When busses arrived and the gates finally opened two hours later, all hell broke loose. The pushing was so intense that several people were trampled underfoot. One man with a cane lost his footing and was pinned up against the iron gates.
On the bus, which sat sedentary for another hour, I watched an Egyptian policeman harass and humiliate a flustered Jordanian cancer patient by making him remove his cap. "Hey baldy . why are you so bald, said the guard, as he poked the plastic antennae of his walkie talkie into the man's emaciated neck. Not pleasant.
We didn't clear customs at Aqaba until after 9 pm - a full five hours behind schedule - and we didn't check into our double room (LE 150 with a discount) at the Concorde Hotel in downtown Amman until 2 am.
The next day, we kicked it at Amman's impressive Roman Amphitheatre, which is across the street from the hotel, and checked out the nearby city walls, erected by the Romans around two millennia ago.
That evening, we hopped a cab to the city's trendy Abdoun enclave, where we pulled into Blue Fig: a meat market/fashion show/fusion resto where we found approximately 125 of the country's most beautiful women engaged in the equally challenging tasks of wearing gravity-defying denim and decoding the cryptic menu choices.
Slightly dizzy from the smell of perfume and cigarette smoke, we settled on some spinach ravs (ravioli), a pair of oddly-shaped pizzas and washed the meal down with several fizzy Amstel beers (the total meal was about LE 110 each).
The next day, rather than deal with buses and tour groups, we rented a car (LE 320) at Avis) and drove two hours south to the ancient city of Petra, which was hacked into the rose-colored rocks of Wadi Araba by the Arabic-speaking Nabateans, who flourished some 2500 years ago.
Petra (entry is about LE 160) itself is spectacular, and is made all the more sublime by the fact that entry into the heart of the city is mediated by a 45-minute hike through a narrow, wind-worn gorge known as the Siq.

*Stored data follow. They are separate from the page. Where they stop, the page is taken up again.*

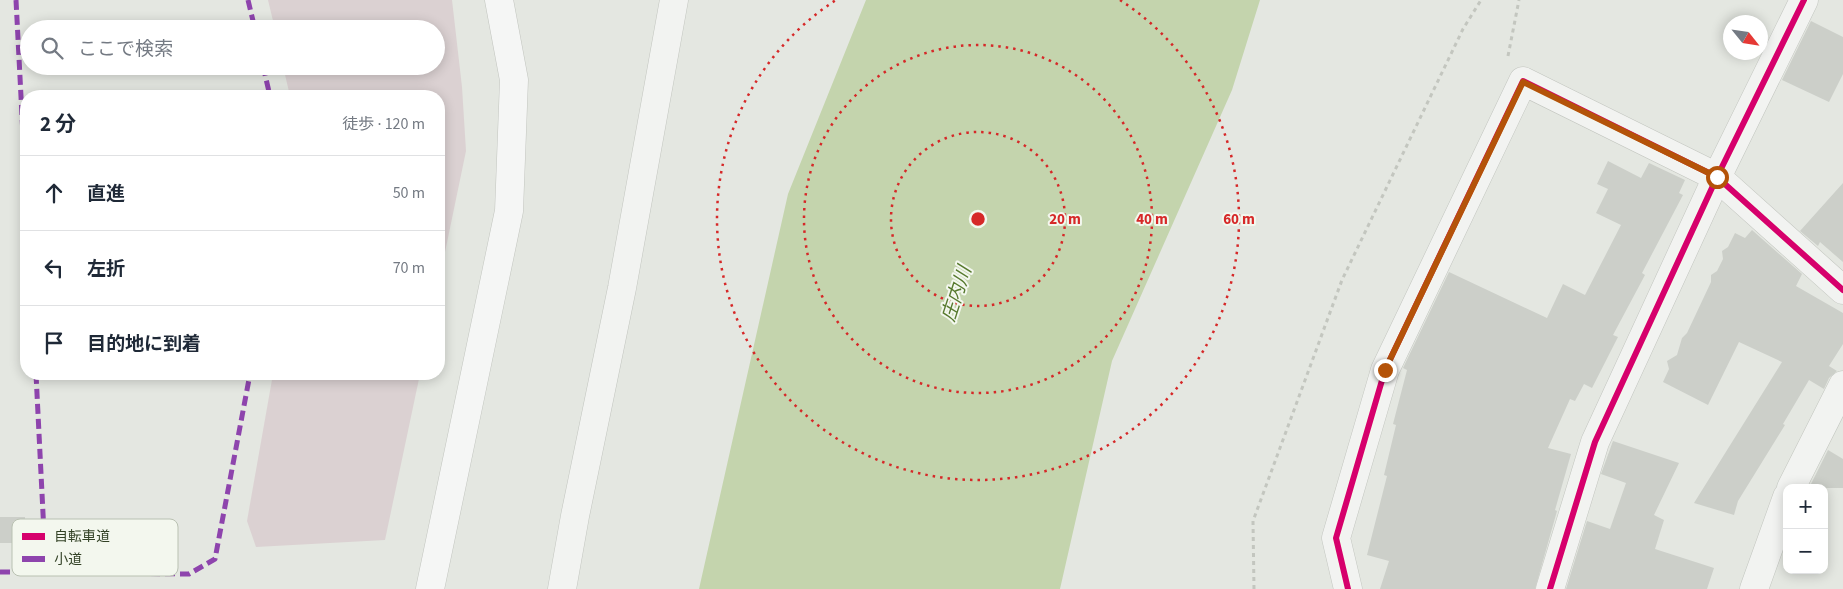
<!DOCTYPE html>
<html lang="ja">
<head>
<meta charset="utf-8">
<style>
	:root { --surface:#fff; --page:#f2f2f3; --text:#1f2937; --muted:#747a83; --line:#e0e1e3 }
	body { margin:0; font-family:"Source Sans 3","Noto Sans JP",sans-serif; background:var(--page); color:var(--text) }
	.controls { position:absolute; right:15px; bottom:15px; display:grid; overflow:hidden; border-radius:10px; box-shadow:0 2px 12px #0003 }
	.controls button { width:45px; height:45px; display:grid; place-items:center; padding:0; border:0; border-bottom:1px solid var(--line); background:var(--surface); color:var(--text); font:25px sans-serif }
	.compass { position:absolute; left:1723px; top:15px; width:45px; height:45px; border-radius:50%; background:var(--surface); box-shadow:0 2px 12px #0003; rotate:120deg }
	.stop { position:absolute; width:15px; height:15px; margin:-11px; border:4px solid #b45309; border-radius:50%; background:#fff }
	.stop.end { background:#b45309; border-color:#fff; box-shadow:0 1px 5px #0008 }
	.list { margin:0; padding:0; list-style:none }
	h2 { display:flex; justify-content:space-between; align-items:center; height:65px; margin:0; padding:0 20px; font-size:21px }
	h2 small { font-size:16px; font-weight:400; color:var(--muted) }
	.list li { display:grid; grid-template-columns:32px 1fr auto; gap:15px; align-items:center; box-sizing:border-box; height:75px; padding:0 20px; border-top:1px solid var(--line) }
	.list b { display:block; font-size:19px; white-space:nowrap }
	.list em { font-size:16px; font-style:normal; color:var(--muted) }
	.icon { flex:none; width:28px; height:28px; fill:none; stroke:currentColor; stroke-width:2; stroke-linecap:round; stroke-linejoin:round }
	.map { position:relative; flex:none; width:1843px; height:589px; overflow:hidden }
	.search { position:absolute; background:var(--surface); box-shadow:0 2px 12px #0003; left:20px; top:20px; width:425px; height:55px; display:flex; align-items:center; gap:12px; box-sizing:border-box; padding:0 18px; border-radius:28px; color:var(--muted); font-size:19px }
	.panel { position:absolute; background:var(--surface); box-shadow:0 2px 12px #0003; left:20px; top:90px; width:425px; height:290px; border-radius:20px }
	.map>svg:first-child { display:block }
	.green { fill:#dbd1d2 }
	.water { fill:#c4d4ad }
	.building { fill:#cccfc9 }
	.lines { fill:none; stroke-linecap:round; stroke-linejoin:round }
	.street-casing { stroke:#c2c5bf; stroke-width:29 }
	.secondary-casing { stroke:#c2c5bf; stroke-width:29 }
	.path { stroke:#c3c6bf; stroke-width:3; stroke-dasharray:4 4; stroke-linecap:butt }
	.street { stroke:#f2f3f1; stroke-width:28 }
	.secondary { stroke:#f5f6f5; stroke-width:28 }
	.quiet { stroke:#8e44ad; stroke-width:5; stroke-dasharray:10 5; stroke-linecap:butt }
	.cycleway-casing { stroke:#f3f7ee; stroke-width:9 }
	.cycleway { stroke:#d6006c; stroke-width:6 }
	.route { stroke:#b45309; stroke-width:6 }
	.ring { fill:none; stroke:#d62828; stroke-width:2.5; stroke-dasharray:2.5 5 }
	.labels { text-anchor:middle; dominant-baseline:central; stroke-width:4; stroke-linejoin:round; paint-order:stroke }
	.water-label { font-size:19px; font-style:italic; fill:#56792d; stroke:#f3f7ee }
	.key { fill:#f3f7ee; stroke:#b9c1b2; stroke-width:1 }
	.key-label { font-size:14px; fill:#334226 }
	.centre { fill:#d62828; stroke:#f3f7ee; stroke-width:2.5 }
	.ring-label { font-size:15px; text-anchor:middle; font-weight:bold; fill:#d62828; stroke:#f3f7ee; stroke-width:4; stroke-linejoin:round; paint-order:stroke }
</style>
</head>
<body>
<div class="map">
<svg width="1843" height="589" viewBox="0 0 1843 589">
	<rect width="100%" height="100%" fill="#e4e7e1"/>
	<g class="green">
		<path d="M268,0H452L462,87L466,151L439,281V96H290L283,66H436V29H275Z"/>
		<path d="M273,374H420L385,540L256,547L247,521Z"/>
	</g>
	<path class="water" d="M866,0H1260L1232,90L1112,361L1060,589H699L788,194Z"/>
	<g class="building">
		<path d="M1811,21L1843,37V74L1829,102L1782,80Z"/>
		<path d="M1608,161L1641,178L1649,163L1685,180L1679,193L1683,195L1642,273L1645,275L1613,335L1618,337L1592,388L1584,384L1575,401L1570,399L1548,448L1571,454L1555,510L1557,511L1535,589H1380L1389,561L1367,555L1387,476L1384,475L1396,425L1393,424L1407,370L1403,368L1449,272L1547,318L1563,284L1585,295L1621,225L1596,213L1608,189L1597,184Z"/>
		<path d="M1843,183V262L1820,242L1818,246L1800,231Z"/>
		<path d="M1752,230L1802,274L1796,286L1843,313V344L1829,366L1837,371L1829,378L1824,389L1809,380L1783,424L1785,425L1738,501L1734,515L1694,503L1782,362L1739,342L1708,405L1663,382L1669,369L1667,361L1677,355L1682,338L1687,333L1711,282V275L1717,271L1723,259L1722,251L1728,247L1735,233L1745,238Z"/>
		<path d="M1613,441L1679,463L1654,515L1664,520L1655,549L1714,568L1707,589H1566L1587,521L1610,529L1626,483L1601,474Z"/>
		<path d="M1828,450L1843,459V488H1809Z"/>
		<rect x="0" y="517" width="25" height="26"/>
	</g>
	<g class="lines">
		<defs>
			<g id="street">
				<path d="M1791,488L1843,385"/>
				<path d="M562,589L575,516L622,288L674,0"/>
				<path d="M1348,589L1336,538L1385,370L1523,81L1717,177L1843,290"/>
				<path d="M1550,589L1595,442L1717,177L1804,0"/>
				<path d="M1754,589L1787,497"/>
			</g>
			<path id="secondary" d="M430,589L509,211L514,80L499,0"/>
		</defs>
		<use href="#street" class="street-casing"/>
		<use href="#secondary" class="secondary-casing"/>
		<g class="path">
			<path d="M1508,56L1519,0"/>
			<path d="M1254,589L1253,521L1342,280L1463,29L1481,0"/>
		</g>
		<use href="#street" class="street"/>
		<use href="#secondary" class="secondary"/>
		<g class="quiet">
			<path d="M16,0L26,193"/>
			<path d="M248,0L255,29"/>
			<path d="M263,66L270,96"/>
			<path d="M36,374L46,573"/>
			<path d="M0,572L189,574L215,559L250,374"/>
		</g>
		<defs>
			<g id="cycleway">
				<path d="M1348,589L1336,538L1385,370L1523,81L1717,177L1843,290"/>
				<path d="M1550,589L1595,442L1717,177L1804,0"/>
			</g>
		</defs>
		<use href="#cycleway" class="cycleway-casing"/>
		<use href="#cycleway" class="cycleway"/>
	</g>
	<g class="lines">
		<path class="route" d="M1385,370L1523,82L1717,177"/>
	</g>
	<g class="ring">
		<circle cx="978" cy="219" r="87"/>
		<circle cx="978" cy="219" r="174"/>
		<path d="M1120 0A261 261 0 1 1 836 0"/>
	</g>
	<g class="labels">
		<g class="water-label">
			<text transform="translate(957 294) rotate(-72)">庄内川</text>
		</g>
	</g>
	<rect x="12" y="519" width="166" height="57" rx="8" class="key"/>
	<rect x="22" y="533" width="23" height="7" fill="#d6006c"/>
	<rect x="22" y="556" width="23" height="6" fill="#8e44ad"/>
	<g class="key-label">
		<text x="54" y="541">自転車道</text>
		<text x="54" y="564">小道</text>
	</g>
	<circle cx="978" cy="219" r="8" class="centre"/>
	<g class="ring-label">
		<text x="1065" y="224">20 m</text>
		<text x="1152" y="224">40 m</text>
		<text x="1239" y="224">60 m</text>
	</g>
</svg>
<div class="controls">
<button>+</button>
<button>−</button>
</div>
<svg class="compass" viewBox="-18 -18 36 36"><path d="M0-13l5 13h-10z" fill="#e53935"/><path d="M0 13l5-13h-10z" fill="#747a83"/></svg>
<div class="stop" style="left:1717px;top:177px"></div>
<div class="stop end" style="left:1385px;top:370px"></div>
<div class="search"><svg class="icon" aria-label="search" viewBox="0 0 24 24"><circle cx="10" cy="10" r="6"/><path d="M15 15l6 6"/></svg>ここで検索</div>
<section class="panel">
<h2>2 分<small>徒歩 · 120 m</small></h2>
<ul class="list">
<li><svg class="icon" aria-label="ahead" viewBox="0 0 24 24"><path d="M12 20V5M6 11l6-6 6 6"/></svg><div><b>直進</b></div><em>50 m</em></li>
<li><svg class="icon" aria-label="left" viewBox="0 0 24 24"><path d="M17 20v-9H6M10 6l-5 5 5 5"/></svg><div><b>左折</b></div><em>70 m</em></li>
<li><svg class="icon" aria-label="arrive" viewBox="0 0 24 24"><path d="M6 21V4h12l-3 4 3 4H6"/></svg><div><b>目的地に到着</b></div></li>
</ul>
</section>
</div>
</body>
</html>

Clearly, the Nabateans understood the concept of tension and release: like a good movie, the suspense of the Siq hike builds until you reach the colossal treasury, which was beamed into the western consciousness after it appeared in Indiana Jones and the Last Crusade
On the zig-zagging drive back to Amman, we spotted a car at the bottom of a steep valley - the ambulances had yet to arrive and about 10 men were attempting to pull a limp body from the wreckage.
Taking it as an omen, we decided that the next morning, we'd skip the bus and the ferry and fly back to Cairo.